Assumptions were also required regarding the extrapolation of treatment effects on body weight. For exenatide QW, a weight lowering effect was applied in the first year of treatment and was assumed to be maintained for an additional 4 years. This assumption was supported by clinical evidence from the extension of the DURATION-1 trial, which showed that weight loss associated with exenatide QW was sustained to 6 years in patients who continued treatment²². Furthermore, in the final follow-up of the DURATION-3 trial, the weight loss associated with exenatide QW was sustained for 3 years²³. Similar assumptions regarding the maintenance of weight effect and regain of weight were conservatively made for the comparators included in the cost-effectiveness analysis, although the available evidence on weight loss maintenance relating to the comparator treatments is not as robust. Finally, the annual cost of NPH insulin was based on a fixed dose, whereas insulin is dosed per kilogram body weight in routine clinical practice. Utilizing results from the NMA, the current analyses assumed that body weight differs depending on the initial treatment administered to patients when they enter the model. However, the fixed insulin dose assumption had limited impact on the model results, since body weight was assumed to return to its baseline value at the time of switch to treatment with NPH insulin.

Conclusion

The results of this study suggest that exenatide QW is cost-effective compared to dulaglutide 1.5 mg QW, liraglutide 1.2 mg QD, liraglutide 1.8 mg QD, and lixisenatide 20 μg QD for the treatment of T2DM in adults inadequately controlled on metformin alone and in whom other oral drugs are not effective, sub-optimal, or contraindicated. The results were robust to changes in the main model parameters and assumptions. To the best of our knowledge, this study is the first simulation of the cost-effectiveness of exenatide QW compared to newer GLP-1 RAs. As such, this study provides new information that can help decision-makers identify the GLP-1 RA that offers the greatest economic value.

Transparency

Declaration of funding

This research was supported by AstraZeneca Pharmaceuticals.
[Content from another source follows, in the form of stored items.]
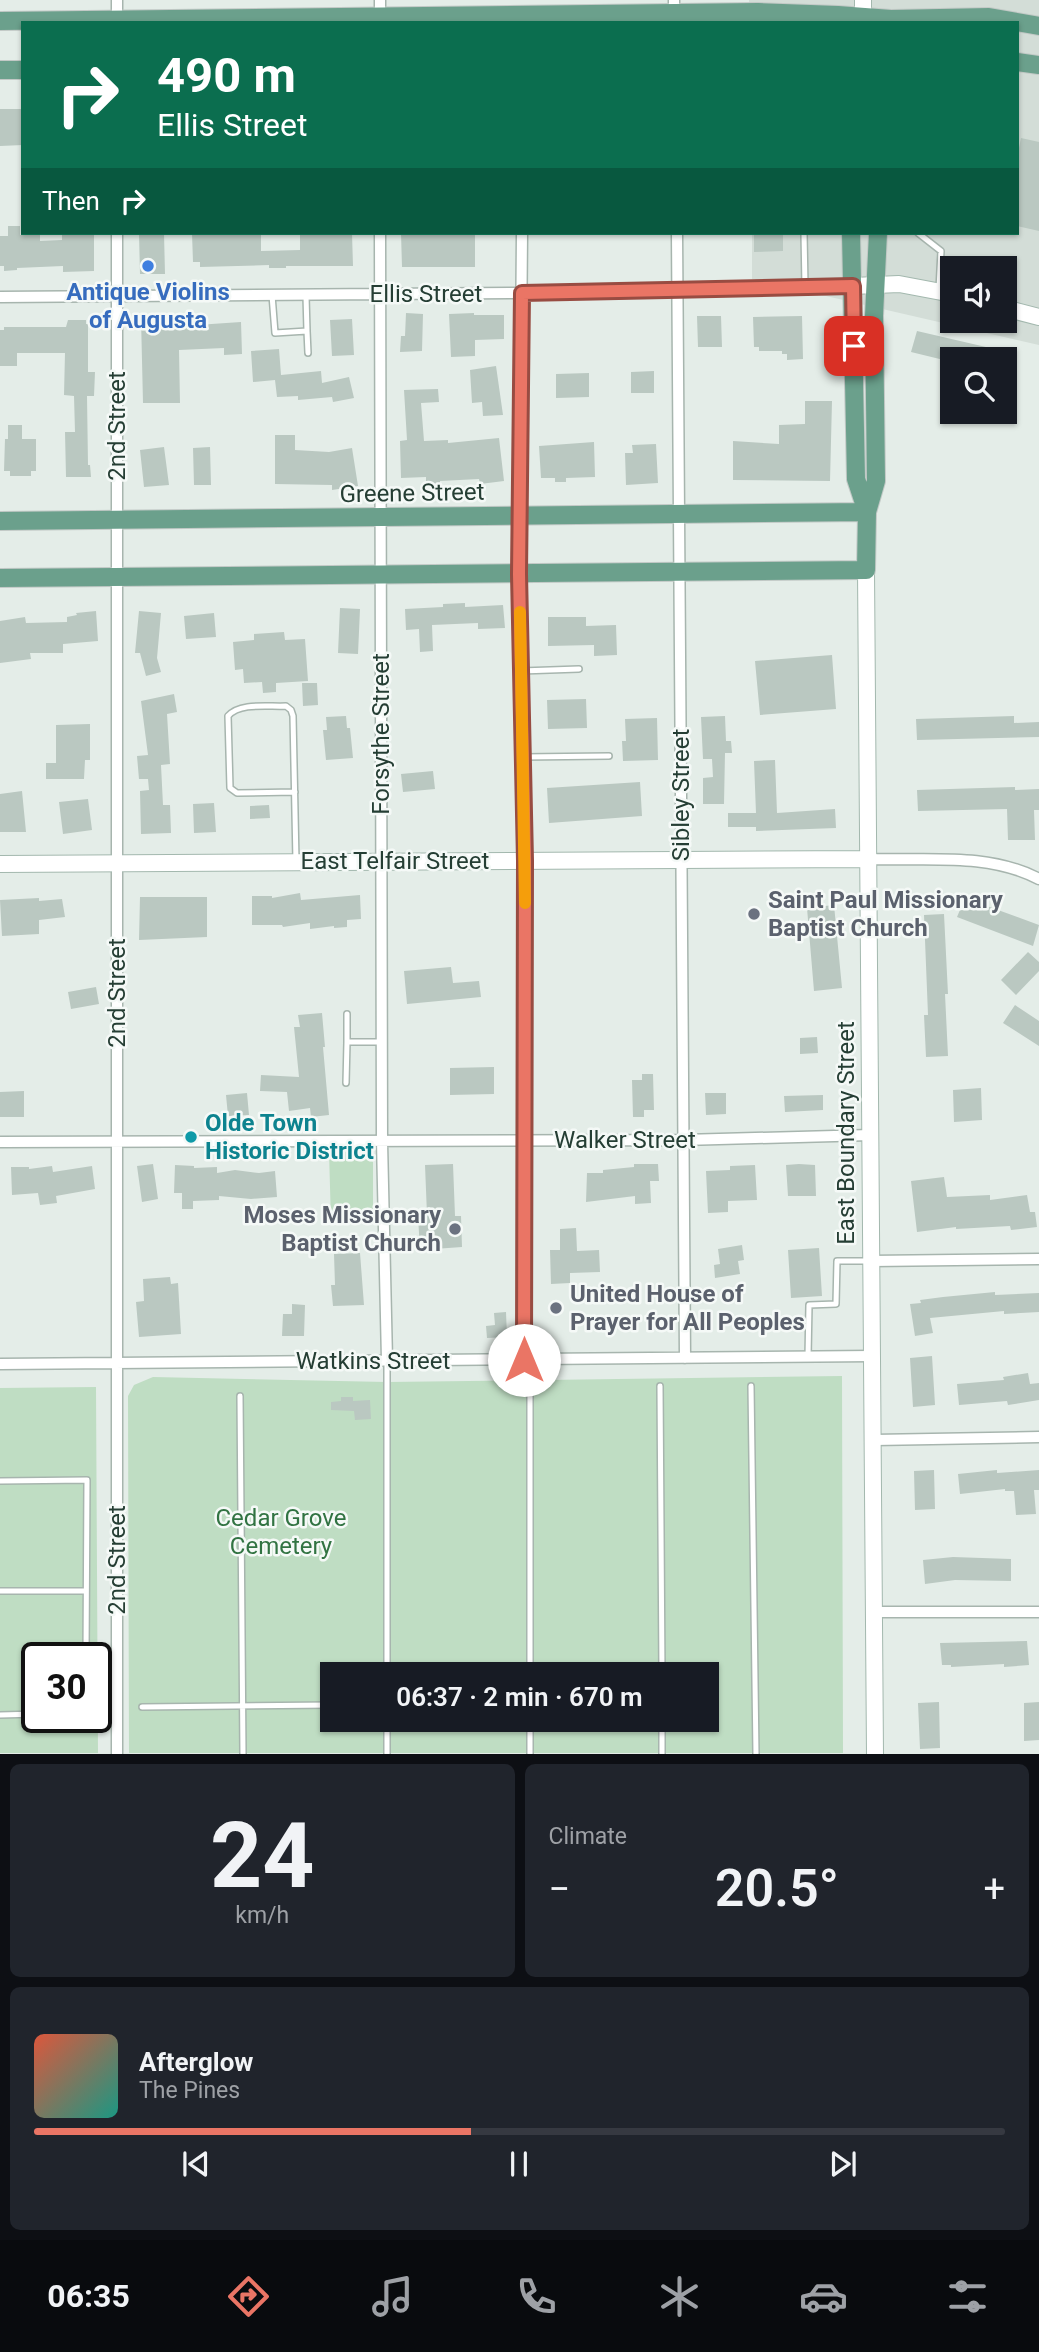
<!DOCTYPE html>
<html lang="en">
<head>
<meta charset="utf-8">
<style>
	body { margin:0; font-family:Roboto,sans-serif; background:#20242c; color:#f1f3f6; height:100vh; display:flex; flex-direction:column; font-size:26px; white-space:nowrap }
	* { box-sizing:border-box; margin:0 }
	p { font-size:23px; color:#9ea1a6 }
	.icon { flex:none; width:38px; height:38px; fill:none; stroke:currentColor; stroke-width:2; stroke-linecap:round; stroke-linejoin:round }
	.map { position:relative; height:1754px; overflow:hidden }
	.side { display:flex; flex-direction:column; gap:10px; padding:10px; background:#0d0f14; flex:1 }
	.side>* { flex:none }
	.banner { position:absolute; left:21px; top:21px; width:998px; height:214px; border-radius:0px; box-shadow:0 2px 5px #0004; background:#0b6e4f; color:#fff; overflow:hidden }
	.tools { position:absolute; left:940px; top:256px; display:grid; gap:14px }
	.tools a { display:grid; place-items:center; width:77px; height:77px; border-radius:0px; background:#171b24; box-shadow:0 2px 5px #0004; font-size:35px }
	.speed { position:absolute; left:21px; top:1642px; display:flex; gap:14px; font-size:35px; font-weight:700; text-align:center }
	.speed>* { display:grid; place-content:center; width:91px; height:91px; border-radius:50%; background:#171b24; box-shadow:0 2px 5px #0004; line-height:1 }
	.speed .limit { border:4px solid #111; border-radius:10px; background:#fff; color:#111 }
	.pin { position:absolute; display:grid; place-items:center; width:60px; height:60px; color:#fff; margin:-30px; border-radius:14px; box-shadow:0 4px 10px #0006 }
	.me { position:absolute; width:77px; margin:-38px; rotate:0deg; stroke-linejoin:round; filter:drop-shadow(0 0 5px #0008) }
	.turn { display:flex; align-items:center; gap:24px; height:147px; padding:0 21px; font-size:32px }
	.turn .icon { width:91px; height:91px; stroke-width:2.5 }
	.turn b { display:block; font-size:49px; line-height:60px }
	.then { display:flex; align-items:center; height:66px; padding:0 21px; background:#0003; gap:14px; font-size:26px }
	.big { font-size:52px; font-weight:600; line-height:1.1 }
	.side .widget { flex:1; display:flex; flex-direction:column; justify-content:center; gap:10px; min-width:0; padding:0 24px; border-radius:10px; background:#20242c }
	.side .dial { align-items:center; gap:0 }
	.dial b { font-size:91px; line-height:1 }
	.song { display:flex; align-items:center; gap:21px }
	.cover { width:84px; height:84px; border-radius:10px; background:linear-gradient(135deg,hsl(10 70% 55%),hsl(170 70% 35%)) }
	.played { height:7px; border-radius:4px; background:linear-gradient(90deg,#ea7565 45%,#363941 45%) }
	.keys { display:flex; justify-content:space-around; direction:ltr }
	.heat { display:flex; justify-content:space-between; align-items:center; font-size:38px; direction:ltr }
	.side .tiles { flex:1; display:grid; gap:10px; grid-template-columns:1fr 1fr }
	.widget:last-child { grid-column:span 2 }
	.trip { position:absolute; left:320px; top:1662px; width:399px; height:70px; border-radius:0px; background:#171b24; box-shadow:0 2px 5px #0004; font-weight:600; line-height:70px; text-align:center }
	.dock { display:flex; height:112px; justify-content:space-around; align-items:center; background:#090b0e; color:#9ea1a6 }
	.dock .icon { width:49px; height:49px }
	.dock .current { color:#ea7565 }
	.dock b { font-size:32px; color:#f1f3f6 }
	.map>svg:first-child { display:block }
	.built { fill:#d3ddd7; fill-rule:evenodd }
	.green { fill:#bfddc3; fill-rule:evenodd }
	.building { fill:#bac8c1 }
	.lines { fill:none; stroke-linecap:round; stroke-linejoin:round }
	.lane-casing { stroke:#a7b5ae; stroke-width:8 }
	.street-casing { stroke:#a7b5ae; stroke-width:13 }
	.secondary-casing { stroke:#a3b8ae; stroke-width:18 }
	.primary-casing { stroke:#c2c9c6; stroke-width:20 }
	.lane { stroke:#fff; stroke-width:5 }
	.street { stroke:#fff; stroke-width:10 }
	.secondary { stroke:#fff; stroke-width:16 }
	.primary { stroke:#6ba08c; stroke-width:18 }
	.route-casing { stroke:#984c42; stroke-width:18 }
	.route { stroke:#ea7565; stroke-width:12 }
	.slow { stroke:#f59e0b; stroke-width:12 }
	.shop-dot { fill:#3f7fe0; stroke:#f5f9f7; stroke-width:2.5 }
	.worship-dot { fill:#6b7280; stroke:#f5f9f7; stroke-width:2.5 }
	.culture-dot { fill:#0f9aa8; stroke:#f5f9f7; stroke-width:2.5 }
	.labels { text-anchor:middle; dominant-baseline:central; stroke-width:5; stroke-linejoin:round; paint-order:stroke }
	.shop-label { font-size:24px; font-weight:bold; fill:#366cbe; stroke:#f5f9f7 }
	.street-label { font-size:24px; fill:#253e34; stroke:#f5f9f7 }
	.worship-label { font-size:24px; font-weight:bold; fill:#5b616d; stroke:#f5f9f7; text-anchor:start }
	.culture-label { font-size:24px; font-weight:bold; fill:#0d838f; stroke:#f5f9f7; text-anchor:start }
	.park-label { font-size:24px; fill:#317342; stroke:#f5f9f7 }
</style>
</head>
<body>
<div class="map">
<svg width="1039" height="1754" viewBox="0 0 1039 1754">
	<rect width="100%" height="100%" fill="#e4ede8"/>
	<path class="built" d="M749,0h290v345l-287,-66v-46h265v-210h-267zM952,268h52v52h-52z"/>
	<path class="green" d="M363,1151l5,2 5,9v60h-42l-2,-70z
		M842,1376l1,377h-714l-1,-357 6,-11 19,-8 234,5zM332,1675h375v45h-375z
		M96,1387l2,366h-98v-365zM37,1657h59v60h-59z"/>
	<path class="building" d="M0,109h23v36l-23,1z
		M1021,138l18,4v89l-22,-5v-68z
		M8,226h12v9h20v6l22,-1v-6l32,-1v38l-31,1v-6l-46,2v2l-13,1v-5h-4v-30h8z
		M139,233h25l1,41h-25z
		M192,233h69v18l39,-1v-17h52l1,33h-67v2h-17v-3l-69,2v-5h-7z
		M401,233l74,1v33h-73z
		M754,233h29v18l-29,1z
		M406,313l17,1 -1,37 -22,1 1,-16h4z
		M474,313v2h30v24l-29,1v16l-24,1 -2,-43z
		M697,316h24l1,31h-24z
		M802,316l1,43 -16,1v-6h-5v-3h-23v-4h-5l-1,-30z
		M182,317v9l59,-4 1,32 -18,1v-7l-45,2 1,53h-37l-2,-85z
		M352,319l2,36 -22,1 -2,-36z
		M68,320h18v4h2v48h7l-1,24h-7l1,69h2l1,12h-25l-1,-45h10l-1,-36 -10,-1 1,-42h-48v13h-17v-36h4v-3h62z
		M917,331l99,23 -1,5h-63v3l-41,-10z
		M279,349l2,26 40,-4 1,12 27,-6 5,21 -21,4 -1,-5 -34,3v-4l-21,1 -2,-17 -22,2 -2,-31z
		M496,366l7,49 -20,1 -1,-14 -10,1 -2,-33z
		M654,371v22h-23v-21z
		M589,373v24l-33,1v-24z
		M438,389l1,13 -18,1 3,38 24,-1v3l51,-5 5,43 -24,3 -1,-5 -39,2v3l-14,1v-8l-25,1 -1,-37 7,-1 -3,-50z
		M805,401h27l-2,80 -97,-1v-39l46,3v-19l26,-1z
		M8,425h14v14h14v32h-5v5h-21v-5h-6l1,-32h3z
		M275,435h20v15l34,2 23,-4 6,38 -26,4v-5l-57,-1z
		M594,442l1,35 -29,1v4h-11v-4h-14l-2,-32z
		M656,444l2,39 -32,2 -1,-32h8l-1,-8z
		M164,447l5,38 -25,2 -4,-37z
		M210,447l1,38h-17l-1,-37z
		M465,603v4l38,-2 2,23 -27,1v-6l-46,2 1,26 -13,1 -1,-23 -13,1 -1,-21 38,-2v-3z
		M340,608l20,1 -2,45 -20,-1z
		M96,611l2,30 -35,3v9h-33l1,6 -31,4v-42l25,-4 1,6 41,-1v-5l10,-2 -1,-2z
		M139,611l22,2 -4,45 4,14 -15,4 -6,-23h-5z
		M214,613l2,24 -30,2 -2,-23z
		M548,617h38v9l30,-1 1,30 -23,1v-11l-46,1z
		M284,632l1,8 20,-1 3,42 -32,2v9l-13,1 -1,-11 -18,1 -1,-14 -8,1 -2,-28 21,-2v-6z
		M832,655l4,54 -76,6 -5,-54z
		M302,683h15l1,22 -15,1z
		M174,694l3,18 -10,2 3,50 -9,1 2,40h7l1,28 -30,1 -1,-43 9,-1 -1,-11h-9l-2,-23 11,-1 -7,-54z
		M586,699l1,29 -39,1 -1,-29z
		M346,716l1,12h3l3,30 -27,2 -3,-30h4l-1,-13z
		M725,716l1,25h5l1,12h-7l-1,51h-21v-26l10,-1 -1,-18h-9l-2,-42z
		M1014,716v7l25,-1v15l-122,3 -1,-21z
		M657,718l1,42 -35,1 -1,-20h4l-1,-22z
		M90,724v36h-5l-1,19h-38v-16h10v-38z
		M775,760l2,53 58,-4 1,19 -80,3v-4h-28v-14h28l-2,-52z
		M433,771l2,18 -32,3 -2,-18z
		M640,782l2,34 -93,7 -2,-35z
		M1015,787v3l24,-1v21h-5l1,30h-27l-1,-31 -89,2 -1,-21z
		M22,791l4,41h-26v-38z
		M88,799l4,31 -29,4 -4,-32z
		M214,803l2,29 -22,1 -1,-29z
		M269,805l1,13 -20,1v-13z
		M300,893l1,7 59,-5 1,24 -14,1v7l-13,1v-2l-24,3v-6l-27,4 -1,-2h-30v-29h20v2z
		M140,897h67v40l-68,3z
		M39,898v3l23,-2 3,18 -26,3v14l-37,2 -2,-36z
		M965,898l74,27 -6,21 -76,-29z
		M834,905l8,83 -28,3 -7,-83z
		M944,914l4,80h-3l3,62 -22,1 -2,-42h4l-4,-100z
		M1028,952l11,10v9l-23,24 -15,-15z
		M451,967l2,16 26,-2 2,16 -74,7 -3,-33z
		M96,987l3,17 -28,5 -3,-17z
		M1015,1005l24,16v25l-36,-23z
		M322,1013l3,34h-2l6,68 -18,2 -1,-9 -21,3 -2,-19 -27,-1 1,-16 38,2 -5,-50h6l-2,-12z
		M817,1037l1,16 -18,1v-16z
		M494,1067v27l-44,1v-27z
		M642,1074h11l1,36h-10v7h-11l-1,-37h10z
		M981,1088l1,32 -28,2 -1,-32z
		M24,1091v26h-24v-25z
		M247,1093l2,22 -21,1 -2,-21z
		M705,1093h21v21l-20,1z
		M823,1095v15l-38,2 -1,-16z
		M153,1164l5,35 -16,3 -5,-36z
		M453,1164l2,52h6l1,31 -42,3 -2,-34 9,-1 -2,-50z
		M634,1164h24l1,17h-9l1,22 -16,1v-8l-49,6 1,-29h16v-3l31,-3z
		M799,1164l16,1 1,31h-28l-2,-31z
		M175,1165l19,1v2l23,-1v6l18,-3 24,3 16,-2 2,26 -26,2 -32,-3v4l-26,1v8h-11v-16h-8z
		M755,1165l2,35 -29,1v11l-20,1 -2,-42 24,-1v-4z
		M52,1166l1,6 39,-6 3,23 -39,7 1,7 -17,2 -2,-12 -26,2 -1,-28h18v2z
		M944,1177l3,20 43,-2v5l37,-5 3,17h5l2,15 -26,3 -1,-4 -54,3v-2l-39,5 -6,-51z
		M576,1228l1,23 22,-1 1,22 -30,1v10l-19,1 -1,-34h10v-21z
		M742,1245l2,15 -6,1 2,13 -25,4 -1,-13 6,-1 -2,-15z
		M819,1248l3,48 -31,2 -3,-48z
		M360,1253l4,52 -31,1 -2,-21h4l-1,-31z
		M170,1277l1,7 7,-1 3,51 -42,3 -3,-35 8,-1 -1,-22z
		M995,1292v3l44,-2v19l-35,2v-3l-74,7 3,15 -18,3 -5,-32 11,-1 -1,-3 23,-3z
		M292,1304l13,1 -1,31h-22l1,-22h9z
		M506,1312l1,25 -20,1 -1,-12 9,-1 -1,-12z
		M932,1356l3,49 -22,2 -3,-49z
		M1028,1373l2,11 9,-1v17l-31,5 -1,-4 -48,4 -2,-21 47,-4 -1,-3z
		M341,1397h12v4l17,-1 1,19 -16,1 -1,-9 -23,-1v-8l10,-1z
		M934,1470l1,39 -20,1 -1,-39z
		M997,1470v3l42,-3v20h-5l2,24 -20,1 -2,-24h-9v-2l-45,5 -2,-20z
		M953,1557l58,2v22l-56,-1 -30,4 -2,-24z
		M1027,1641l2,24 -25,2v-3l-53,3v-2h-9l-2,-22z
		M939,1702l1,46 -20,1 -2,-46z
		M1039,1702v38l-15,1v-38z"/>
	<g class="lines">
		<defs>
			<path id="lane" d="M804,233l1,53
				M918,233l23,18 -2,38
				M272,295l3,38 32,-2 -1,-35
				M307,331l1,22
				M521,671l58,-2
				M523,757l86,-1
				M295,792l-58,1 -7,-5 -2,-72c12,-14 41,-9 58,-10l5,4 2,6 3,145
				M347,1014v28h35
				M346,1083l1,-41
				M808,1357l1,-52 27,-1 1,-43h32
				M387,1360v315
				M660,1386l2,289
				M751,1386l5,368
				M530,1391v284
				M240,1396l3,358
				M0,1481l87,-1 -1,177
				M0,1591h86
				M142,1707l190,-2
				M0,1715l37,-1
				M530,1720v34
				M662,1720v34
				M387,1754v-34"/>
			<path id="street" d="M674,0v23
				M380,22v-22
				M117,23v-23
				M117,233v1521
				M380,233l2,909 5,218
				M522,233l-3,341 6,287 -1,499
				M677,233l8,1125
				M0,297l522,-4 331,-7
				M870,859c56,2 118,-7 169,20
				M0,1142l683,-2 188,-5
				M871,1261l168,-2
				M0,1364l872,-8
				M874,1440l165,-3
				M874,1612h165"/>
			<path id="secondary" d="M863,0v17
				M853,286l46,-2 53,10
				M1004,308l35,9
				M866,570l9,1184
				M0,864l870,-5"/>
			<path id="primary" d="M0,21l758,-9 80,3 53,4 98,-2 50,9
				M1017,62l22,3
				M0,70h23
				M851,233l5,246 11,33
				M0,521l867,-9
				M0,578l866,-8 1,-58 9,-31 -2,-165 4,-83"/>
		</defs>
		<use href="#lane" class="lane-casing"/>
		<use href="#street" class="street-casing"/>
		<use href="#secondary" class="secondary-casing"/>
		<use href="#primary" class="primary-casing"/>
		<use href="#lane" class="lane"/>
		<use href="#street" class="street"/>
		<use href="#secondary" class="secondary"/>
		<use href="#primary" class="primary"/>
	</g>
	<g class="lines">
		<defs>
			<path id="route" d="M524,1360l1,-499 -6,-287 3,-281 331,-7 1,60"/>
		</defs>
		<use href="#route" class="route-casing"/>
		<use href="#route" class="route"/>
		<path class="slow" d="M520,612l5,291"/>
	</g>
	<circle class="shop-dot" cx="148" cy="266" r="7"/>
	<g class="worship-dot">
		<circle cx="754" cy="914" r="7"/>
		<circle cx="455" cy="1229" r="7"/>
		<circle cx="556" cy="1308" r="7"/>
	</g>
	<circle class="culture-dot" cx="191" cy="1137" r="7"/>
	<g class="labels">
		<g class="shop-label">
			<text x="148" y="292">Antique Violins<tspan x="148" dy="28">of Augusta</tspan></text>
		</g>
		<g class="street-label">
			<text x="426" y="294">Ellis Street</text>
			<text transform="translate(117 426) rotate(-90)">2nd Street</text>
			<text transform="translate(412 493) rotate(-1)">Greene Street</text>
			<text transform="translate(381 734) rotate(-90)">Forsythe Street</text>
			<text transform="translate(681 795) rotate(-90)">Sibley Street</text>
			<text x="395" y="861">East Telfair Street</text>
			<text transform="translate(117 993) rotate(-90)">2nd Street</text>
			<text transform="translate(846 1133) rotate(-90)">East Boundary Street</text>
			<text x="625" y="1140">Walker Street</text>
			<text x="373" y="1361">Watkins Street</text>
			<text transform="translate(117 1560) rotate(-90)">2nd Street</text>
		</g>
		<g class="worship-label">
			<text x="768" y="900">Saint Paul Missionary<tspan x="768" dy="28">Baptist Church</tspan></text>
			<text x="441" y="1215" text-anchor="end">Moses Missionary<tspan x="441" dy="28">Baptist Church</tspan></text>
			<text x="570" y="1294">United House of<tspan x="570" dy="28">Prayer for All Peoples</tspan></text>
		</g>
		<g class="culture-label">
			<text x="205" y="1123">Olde Town<tspan x="205" dy="28">Historic District</tspan></text>
		</g>
		<g class="park-label">
			<text x="281" y="1518">Cedar Grove<tspan x="281" dy="28">Cemetery</tspan></text>
		</g>
	</g>
</svg>
<div class="tools">
<a><svg class="icon" aria-label="sound" viewBox="0 0 24 24"><path d="M4 9h4l5-4v14l-5-4H4zM17 9q2 3 0 6"/></svg></a>
<a><svg class="icon" aria-label="search" viewBox="0 0 24 24"><circle cx="10" cy="10" r="6"/><path d="M15 15l6 6"/></svg></a>
</div>
<div class="speed"><div class="limit">30</div></div>
<div class="pin" style="left:854px;top:346px;background:#d93025"><svg class="icon" aria-label="arrive" viewBox="0 0 24 24"><path d="M6 21V4h12l-3 4 3 4H6"/></svg></div>
<svg class="me" style="left:524px;top:1360px" viewBox="-20 -20 40 40"><circle r="19" fill="#fff"/><path d="M0-13L10 11 0 6-10 11z" fill="#ea7565"/></svg>
<div class="trip">06:37 · 2 min · 670 m</div>
<div class="banner">
<div class="turn"><svg class="icon" aria-label="right" viewBox="0 0 24 24"><path d="M7 20v-9h11M14 6l5 5-5 5"/></svg><div><b>490 m</b>Ellis Street</div></div>
<div class="then">Then<svg class="icon" aria-label="right" viewBox="0 0 24 24"><path d="M7 20v-9h11M14 6l5 5-5 5"/></svg></div>
</div>
</div>
<section class="side">
<div class="tiles">
<div class="widget dial"><b>24</b><p>km/h</p></div>
<div class="widget"><p>Climate</p>
<div class="heat"><a>−</a><b class="big">20.5°</b><a>+</a></div>
</div>
<div class="widget">
<div class="song"><i class="cover"></i><div><b>Afterglow</b><p>The Pines</p></div></div>
<div class="played"></div>
<div class="keys"><svg class="icon" aria-label="previous" viewBox="0 0 24 24"><path d="M18 5L8 12l10 7zM5 5v14"/></svg><svg class="icon" aria-label="pause" viewBox="0 0 24 24"><path d="M8 5v14M16 5v14"/></svg><svg class="icon" aria-label="next" viewBox="0 0 24 24"><path d="M6 5l10 7-10 7zM19 5v14"/></svg></div>
</div>
</div>
</section>
<nav class="dock">
<b>06:35</b>
<svg class="icon current" aria-label="directions" viewBox="0 0 24 24"><path d="M12 3l9 9-9 9-9-9zM9 14v-3h6M13 9l2 2-2 2"/></svg>
<svg class="icon" aria-label="music" viewBox="0 0 24 24"><path d="M9 18V5l10-2v13"/><circle cx="6" cy="18" r="3"/><circle cx="16" cy="16" r="3"/></svg>
<svg class="icon" aria-label="phone" viewBox="0 0 24 24"><path d="M5 4h4l2 5-3 2q2 4 5 5l2-3 5 2v4C11 20 4 13 5 4z"/></svg>
<svg class="icon" aria-label="climate" viewBox="0 0 24 24"><path d="M12 3v18M4 7l16 10M4 17L20 7"/></svg>
<svg class="icon" aria-label="car" viewBox="0 0 24 24"><path d="M5 17H2v-5l4-1 3-4h7l3 4 3 1v5h-3M9 17h6M6 11h13"/><circle cx="7" cy="17" r="2"/><circle cx="17" cy="17" r="2"/></svg>
<svg class="icon" aria-label="filters" viewBox="0 0 24 24"><path d="M4 7h16M4 17h16"/><circle cx="9" cy="7" r="2"/><circle cx="15" cy="17" r="2"/></svg>
</nav>
</body>
</html>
Declaration of financial/other relationships

LHC and BGV are employees of Pharmerit International and received research funds from AstraZeneca to conduct the analysis. MC was an employee of Pharmerit International at the time of this research and is now employee of UCB Biopharma SPRL. DG, SG, and BK are employees and stockholders of AstraZeneca. JME peer reviewers on this manuscript have no relevant financial or other relationships to disclose.

Acknowledgments

Kathleen M. Fox, PhD of Strategic Healthcare Solutions, LLC provided medical writing support and received funds from AstraZeneca.

Notes

a The DURATION-6 trial³⁶ compared the efficacy and safety of exenatide QW with liraglutide 1.8 mg QD in patients with T2DM. DURATION-6 was not included in the NMA, since patients were on a variety of oral anti-diabetic agents prior to and throughout the trial and, therefore, it did not meet the inclusion criteria of the NMA that was performed for GLP-1 RAs as add-on to metformin alone.